2015-08-14 Thread Dmitry Goldenberg
Our additional question on checkpointing is basically the logistics of it --

At which point does the data get written into checkpointing?  Is it written
as soon as the driver program retrieves an RDD from Kafka (or another
source)?  Or, is it written after that RDD has been processed and we're
basically moving on to the next RDD?

What I'm driving at is, what happens if the driver program is killed?  The
next time it's started, will it know, from Spark Streaming's checkpointing,
to resume from the same RDD that was being processed at the time of the
program getting killed?  In other words, will we, upon restarting the
consumer, resume from the RDD that was unfinished, or will we be looking at
the next RDD?

Will we pick up from the last known *successfully processed* topic offset?

Thanks.




On Fri, Jul 31, 2015 at 1:52 PM, Sean Owen so...@cloudera.com wrote:

 If you've set the checkpoint dir, it seems like indeed the intent is
 to use a default checkpoint interval in DStream:

 private[streaming] def initialize(time: Time) {
 ...
   // Set the checkpoint interval to be slideDuration or 10 seconds,
 which ever is larger
   if (mustCheckpoint  checkpointDuration == null) {
 checkpointDuration = slideDuration * math.ceil(Seconds(10) /
 slideDuration).toInt
 logInfo(Checkpoint interval automatically set to  +
 checkpointDuration)
   }

 Do you see that log message? what's the interval? that could at least
 explain why it's not doing anything, if it's quite long.

 It sort of seems wrong though since
 https://spark.apache.org/docs/latest/streaming-programming-guide.html
 suggests it was intended to be a multiple of the batch interval.
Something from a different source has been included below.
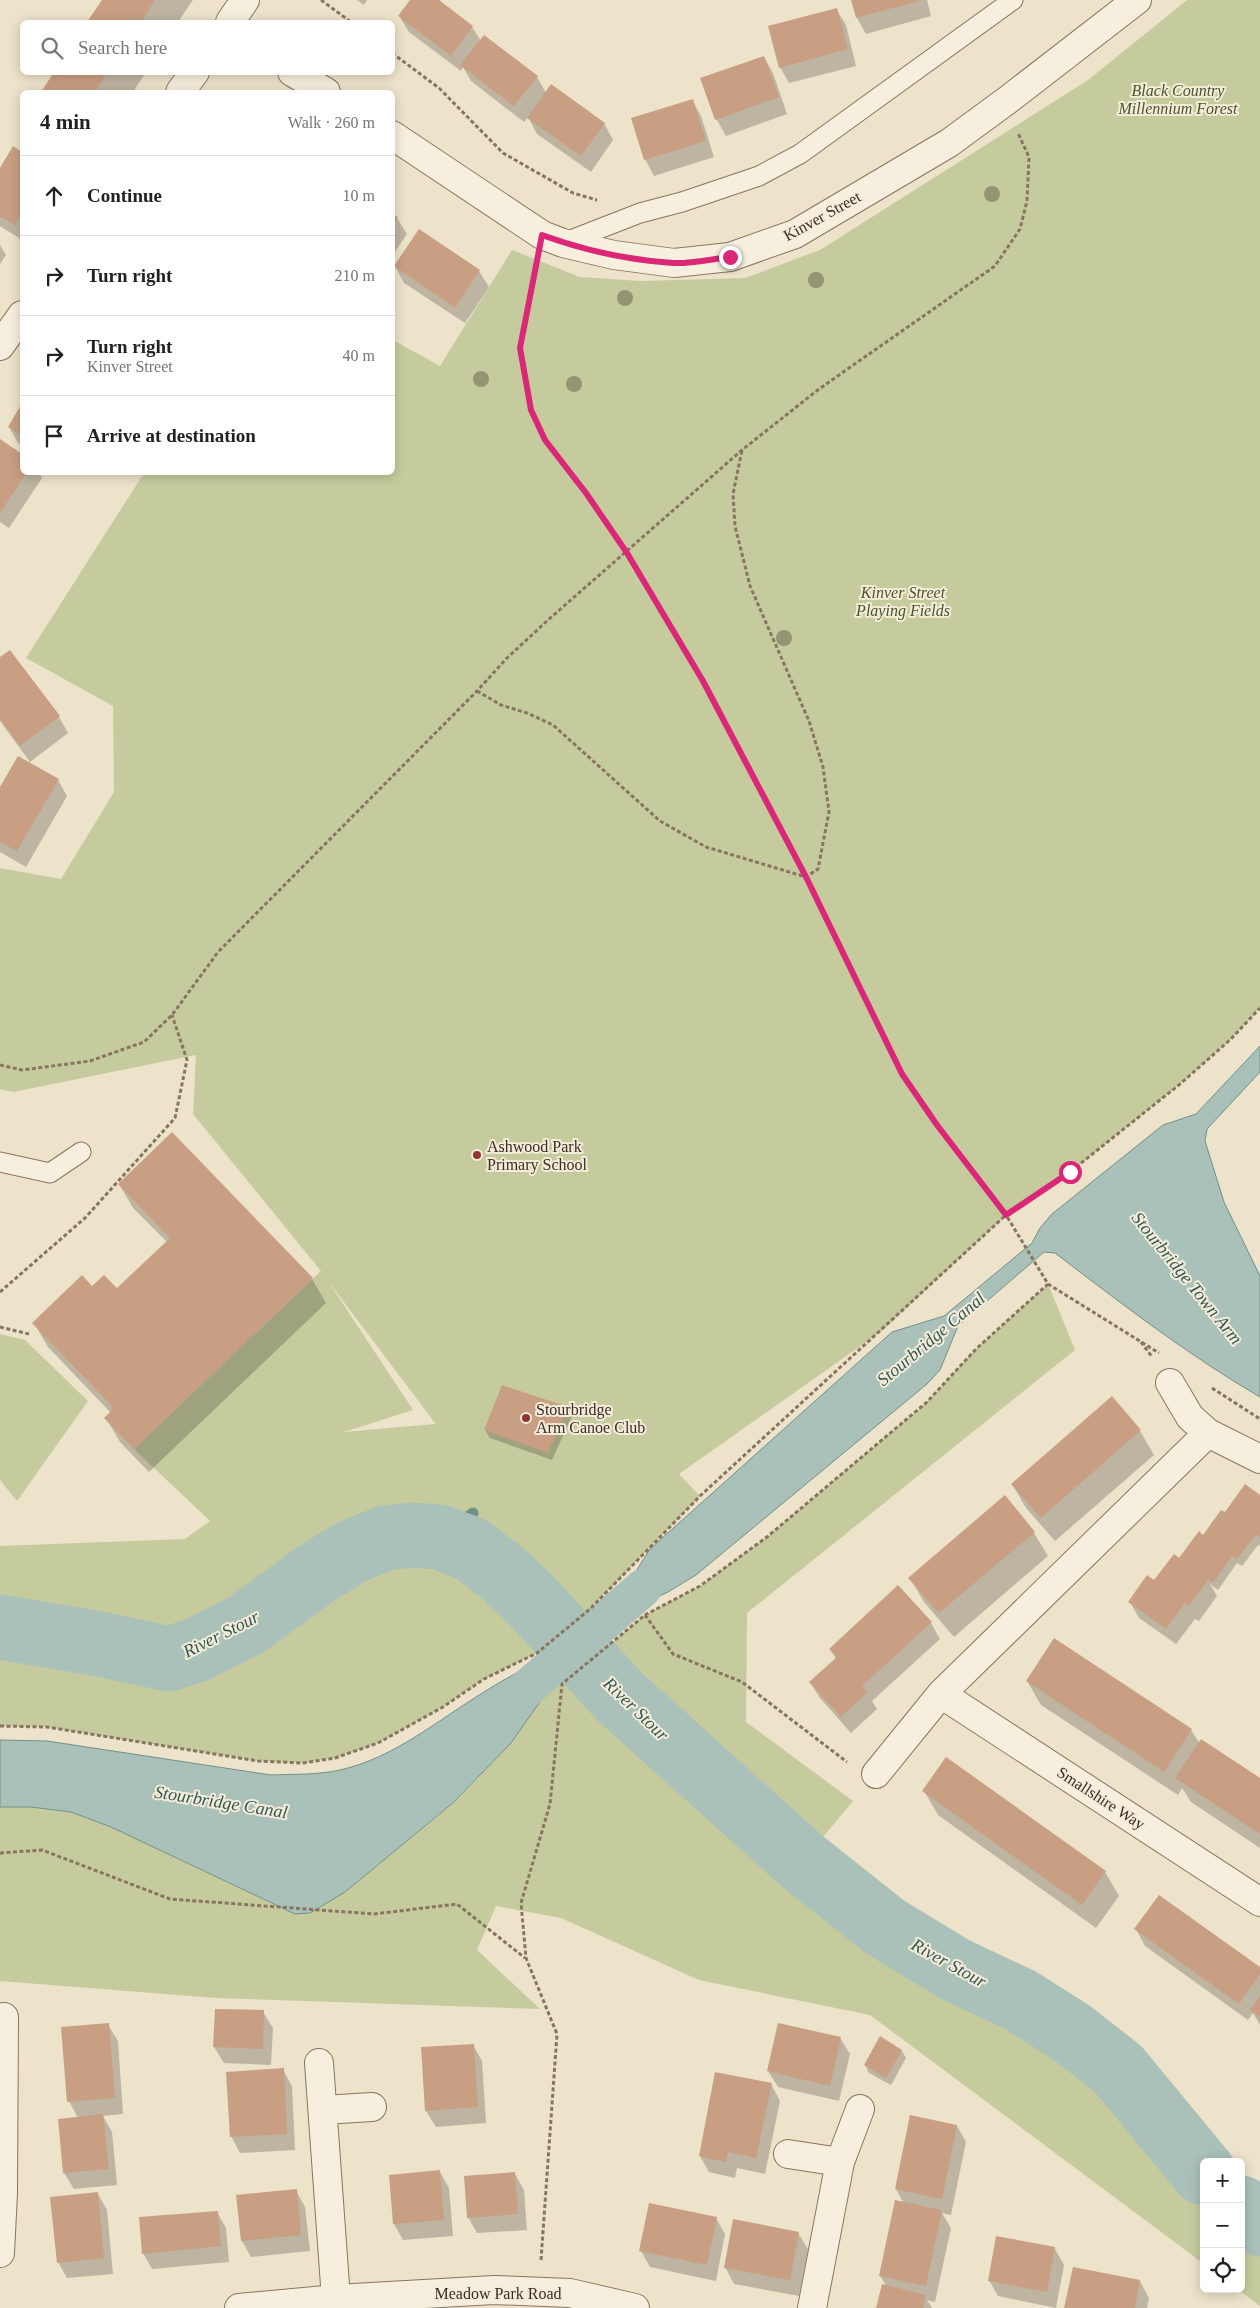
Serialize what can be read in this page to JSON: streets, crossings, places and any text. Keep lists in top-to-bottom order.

The
 slide duration wouldn't always be relevant anyway.

 On Fri, Jul 31, 2015 at 6:16 PM, Dmitry Goldenberg
 dgoldenberg...@gmail.com wrote:
  I've instrumented checkpointing per the programming guide and I can tell
  that Spark Streaming is creating the checkpoint directories but I'm not
  seeing any content being created in those directories nor am I seeing the
  effects I'd expect from checkpointing.  I'd expect any data that comes
 into
  Kafka while the consumers are down, to get picked up when the consumers
 are
  restarted; I'm not seeing that.
 
  For now my checkpoint directory is set to the local file system with the
  directory URI being in this form:   file:///mnt/dir1/dir2.  I see a
  subdirectory named with a UUID being created under there but no files.
 
  I'm using a custom JavaStreamingContextFactory which creates a
  JavaStreamingContext with the directory set into it via the
  checkpoint(String) method.
 
  I'm currently not invoking the checkpoint(Duration) method on the DStream
  since I want to first rely on Spark's default checkpointing interval.  My
  streaming batch duration millis is set to 1 second.
 
  Anyone have any idea what might be going wrong?
 
  Also, at which point does Spark delete files from checkpointing?
 
  Thanks.



Re: Checkpointing doesn't appear to be working for direct streaming from Kafka

2015-08-14 Thread Cody Koeninger
You'll resume and re-process the rdd that didnt finish

On Fri, Aug 14, 2015 at 1:31 PM, Dmitry Goldenberg dgoldenberg...@gmail.com
 wrote:

 Our additional question on checkpointing is basically the logistics of it
 --

 At which point does the data get written into checkpointing?  Is it
 written as soon as the driver program retrieves an RDD from Kafka (or
 another source)?  Or, is it written after that RDD has been processed and
 we're basically moving on to the next RDD?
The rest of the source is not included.